Cleaning up original Burton "Kama Sutra" page scans -- need advice/help

  • Thread starter Thread starter Jon
  • Start date Start date
J

Jon

I'm now working to "clean up" the 182 page images from a recent scan
of a very rare and noteworthy public domain book. The cleaned-up scans
will be released to the public (such as given to the Internet Archive)
for free access. [For those interested, the book is the 1885 second
printing of the second edition of Sir Richard F. Burton's "Kama Sutra
of Vatsyayana".]

The scans were done at 600 dpi (optical) 256-color greyscale (there's
no color in the book), to capture sufficient fine-detail to aid in the
cleanup process. Of course, the book was chopped (the binding was
falling apart anyway) and each page scanned on a flat-bed, so there's
no page distortion caused by trying to scan a bound book. There are no
illustrations -- it's all black and white text.

I've already deskewed, cropped, centered and size-normalized all 182
pages. (For those interested, links to two sample partially-cleaned
pages are given below.)

In the cleanup process, I'd like to convert what I now have into
600-dpi *bitonal* (black and white) with uniform and nicely readable
character density, removal of "pepper", cleanup of larger blotches,
etc. I recognize there will be some handwork required, particularly to
remove larger "pepper" and blotches, and repair a few characters,
etc., but of course want to minimize handwork.

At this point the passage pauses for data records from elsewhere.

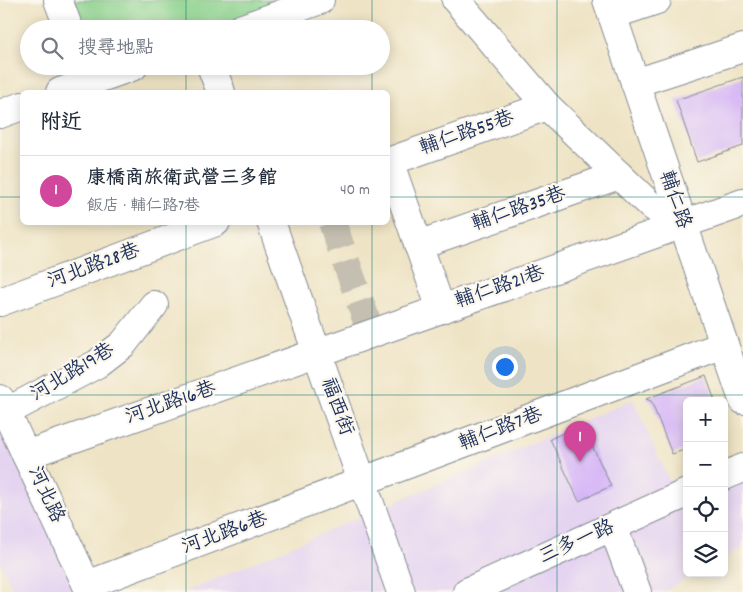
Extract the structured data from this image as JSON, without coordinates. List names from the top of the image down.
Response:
{
  "streets": {
    "street": [
      "輔仁路55巷",
      "輔仁路",
      "輔仁路35巷",
      "河北路28巷",
      "輔仁路21巷",
      "河北路19巷",
      "河北路16巷",
      "福西街",
      "輔仁路7巷",
      "河北路",
      "河北路6巷",
      "三多一路"
    ]
  },
  "crossings": [
    ["輔仁路", "輔仁路21巷"],
    ["輔仁路", "輔仁路7巷"],
    ["輔仁路21巷", "河北路16巷"],
    ["輔仁路21巷", "福西街"],
    ["河北路19巷", "河北路"],
    ["河北路16巷", "福西街"],
    ["河北路16巷", "河北路"],
    ["福西街", "輔仁路7巷"],
    ["福西街", "河北路6巷"],
    ["輔仁路7巷", "河北路6巷"],
    ["河北路", "河北路6巷"]
  ],
  "page": {
    "search": "搜尋地點",
    "heading": "附近",
    "list": [
      {
        "mark": "1",
        "name": "康橋商旅衛武營三多館",
        "note": "飯店 · 輔仁路7巷",
        "value": "40 m"
      }
    ],
    "map_buttons": ["+", "−"],
    "pins": "1"
  }
}
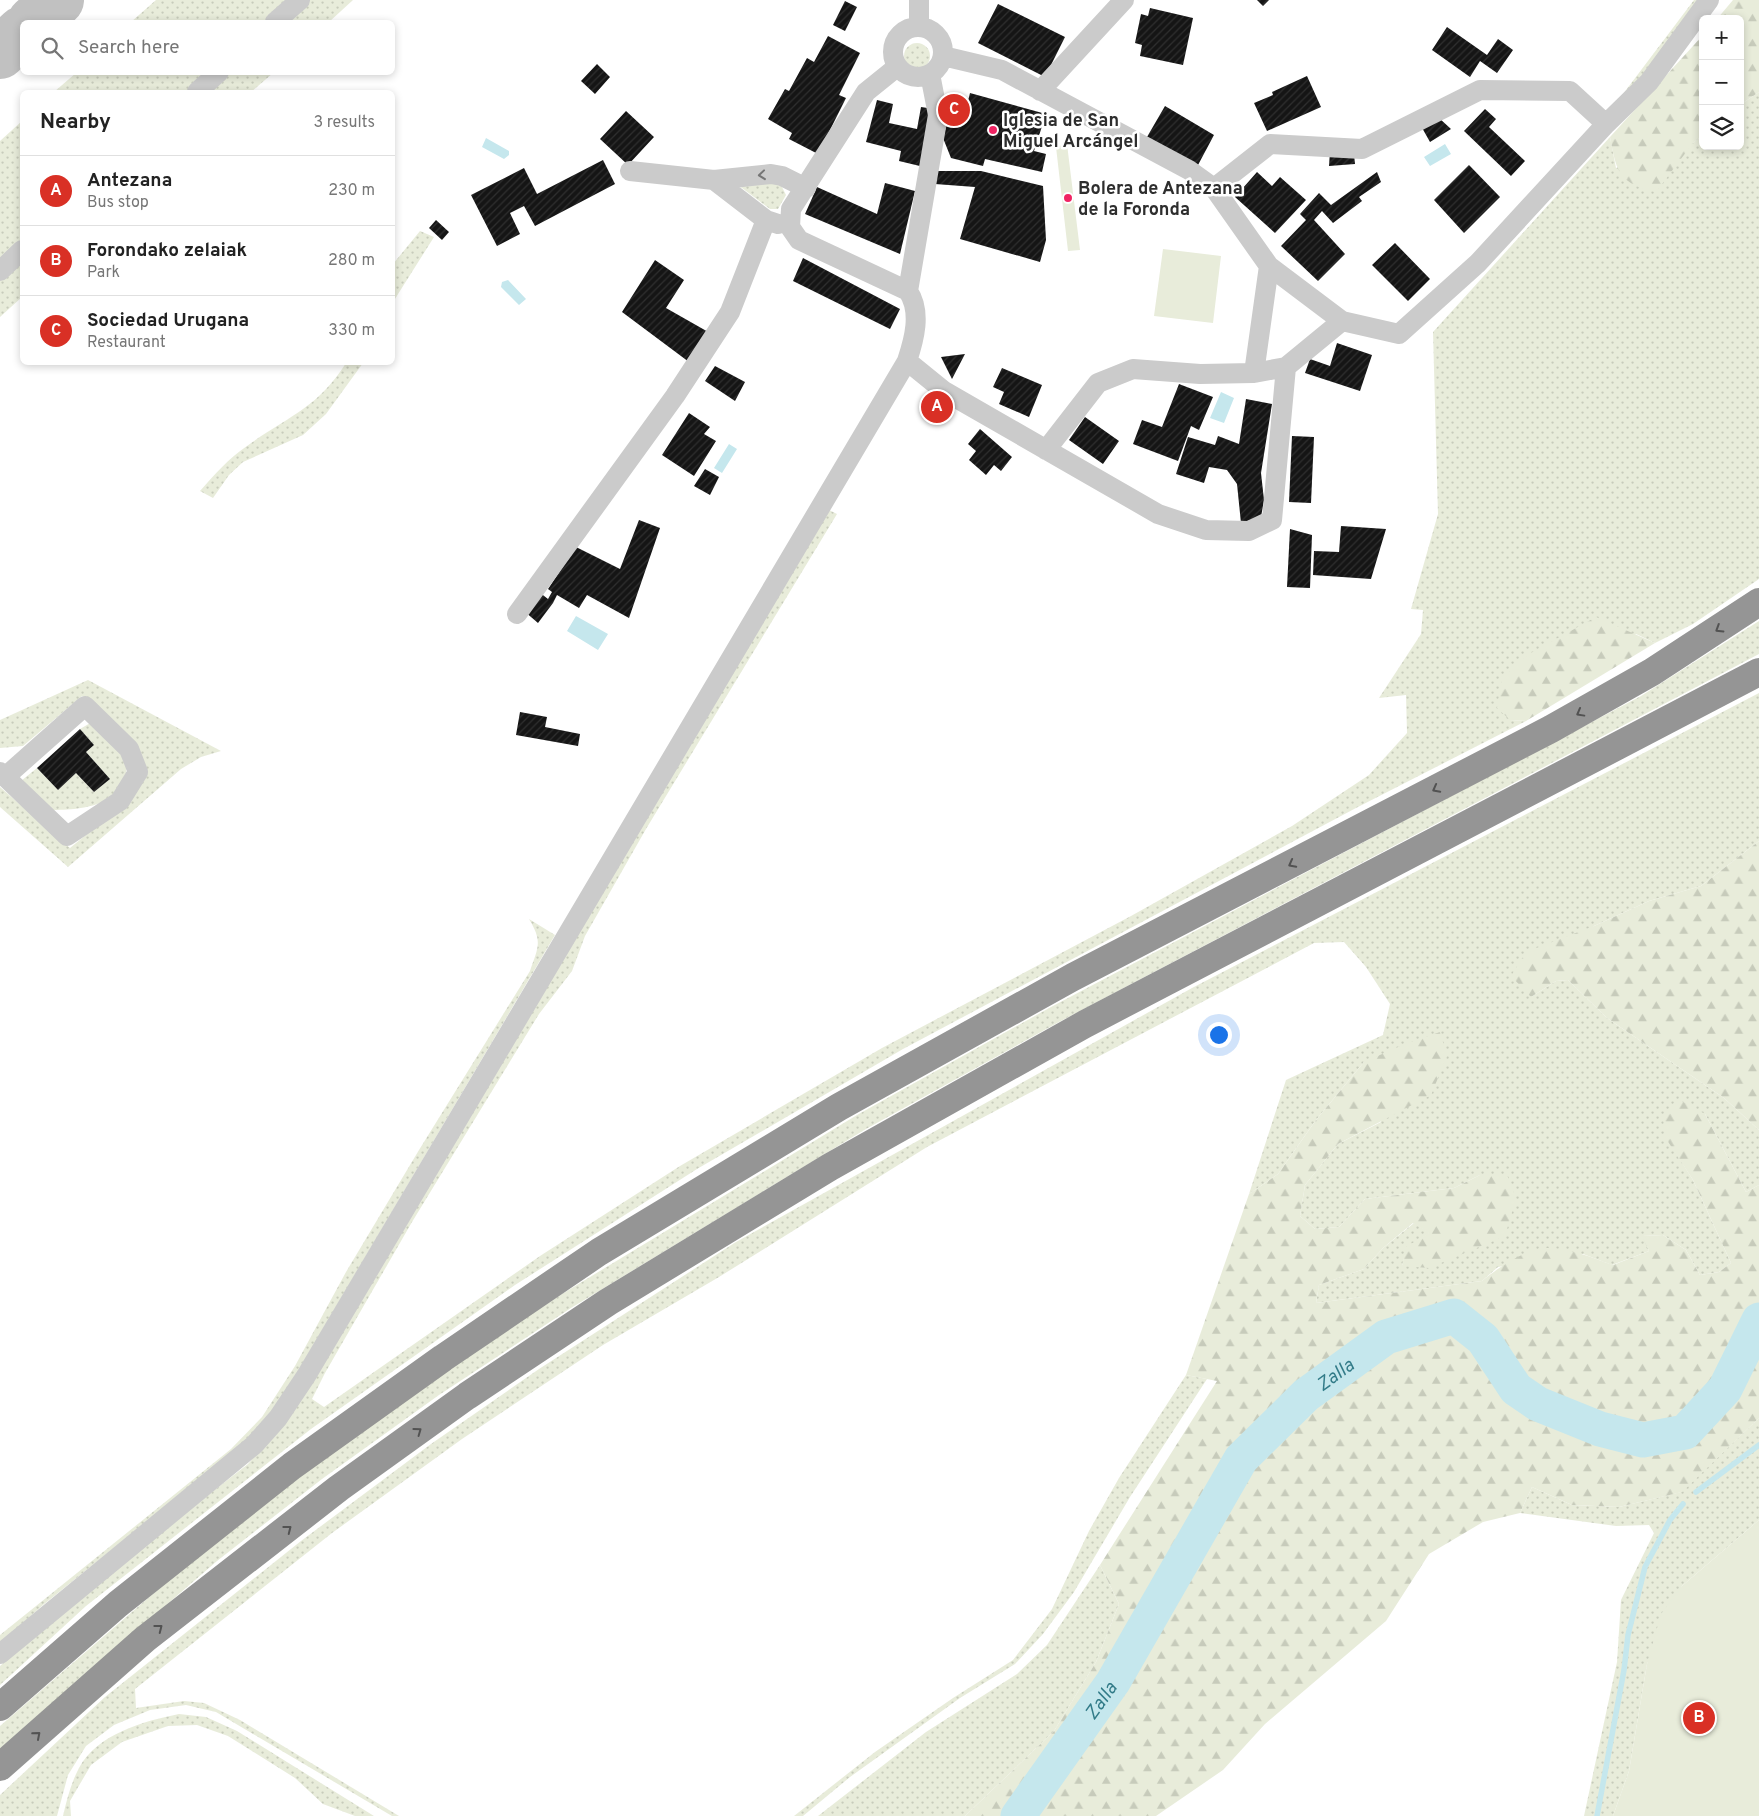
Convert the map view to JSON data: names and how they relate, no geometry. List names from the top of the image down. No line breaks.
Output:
{"water":["Zalla"],"places":["Iglesia de San Miguel Arcángel","Bolera de Antezana de la Foronda"],"page":{"map_buttons":["+","−"],"search":"Search here","heading":["Nearby","3 results"],"pins":["C","A","B"],"list":[{"mark":"A","name":"Antezana","note":"Bus stop","value":"230 m"},{"mark":"B","name":"Forondako zelaiak","note":"Park","value":"280 m"},{"mark":"C","name":"Sociedad Urugana","note":"Restaurant","value":"330 m"}]}}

[Note that the purpose of the cleanup is for direct human-use of the
scans, and not solely for OCR purposes which doesn't require the
planned level of cleanup. For example, I plan to produce a DjVu
version for direct reading. For those who will probably ask, the raw
page scans have already been uploaded to Distributed Proofreaders for
conversion to structured digital text.]

Unfortunately, what complicates the clean-up process is that the
original book is in poor and variable condition. The paper is quite
yellowed and darkened, and many pages are quite faded. Were the
original in mint condition with good, uniform ink-to-paper contrast, I
wouldn't be posting this request for advice. But the overall poor
quality and page-to-page variation is taxing my graphics abilities to
produce a clean finished product with reasonably readable and uniform
character density (at 600-dpi bitonal.)

Here are two sample pages, each about 4.5 megs in size (2550x3900
greyscale):

http://www.openreader.org/kamasutra/page031.png (good condition)
http://www.openreader.org/kamasutra/page106.png (poor condition)

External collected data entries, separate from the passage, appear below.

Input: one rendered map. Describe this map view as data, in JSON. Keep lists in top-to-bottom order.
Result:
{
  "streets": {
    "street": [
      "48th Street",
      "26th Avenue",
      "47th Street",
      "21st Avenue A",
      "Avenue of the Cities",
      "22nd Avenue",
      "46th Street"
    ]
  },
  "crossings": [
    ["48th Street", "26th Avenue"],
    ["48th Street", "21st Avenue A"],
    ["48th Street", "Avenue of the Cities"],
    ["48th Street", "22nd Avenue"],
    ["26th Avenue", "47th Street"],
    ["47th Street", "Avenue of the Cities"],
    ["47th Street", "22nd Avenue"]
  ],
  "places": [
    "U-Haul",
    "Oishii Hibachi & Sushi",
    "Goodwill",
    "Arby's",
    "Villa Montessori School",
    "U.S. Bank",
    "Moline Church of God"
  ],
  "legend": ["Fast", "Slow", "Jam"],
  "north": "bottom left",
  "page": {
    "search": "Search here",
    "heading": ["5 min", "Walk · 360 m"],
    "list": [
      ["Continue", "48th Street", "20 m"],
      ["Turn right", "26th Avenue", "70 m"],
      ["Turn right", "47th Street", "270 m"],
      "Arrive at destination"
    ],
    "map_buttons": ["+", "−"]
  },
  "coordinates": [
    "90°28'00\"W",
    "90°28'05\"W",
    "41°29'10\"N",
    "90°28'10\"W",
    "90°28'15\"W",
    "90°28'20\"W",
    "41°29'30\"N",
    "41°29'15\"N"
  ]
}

I would assume that others have had similar needs and have come up
with various processing tricks and even built special tools to aid in
the clean-up process (e.g., how to auto-remove small "pepper", the
one to few pixel wide black spots on the white background?). I look
forward to your advice and even help if you are interested (I will
upload all the partially-cleaned images somewhere if you want to help
with the actual clean-up process -- the whole set of images totals 680
megs.)

[As a final note, I use Paint Shop Pro 9, but do not have Photoshop.
But since PSP9 is fairly powerful, I assume that many, if not all,
recommended Photoshop processes will map over to PSP9.]

Thanks!

Jon Noring
 


After examining both pages, I recommend you use the curves function in
Photoshop to adjust the contrast. This will eliminate the background tint
and darken the text in a couple of steps.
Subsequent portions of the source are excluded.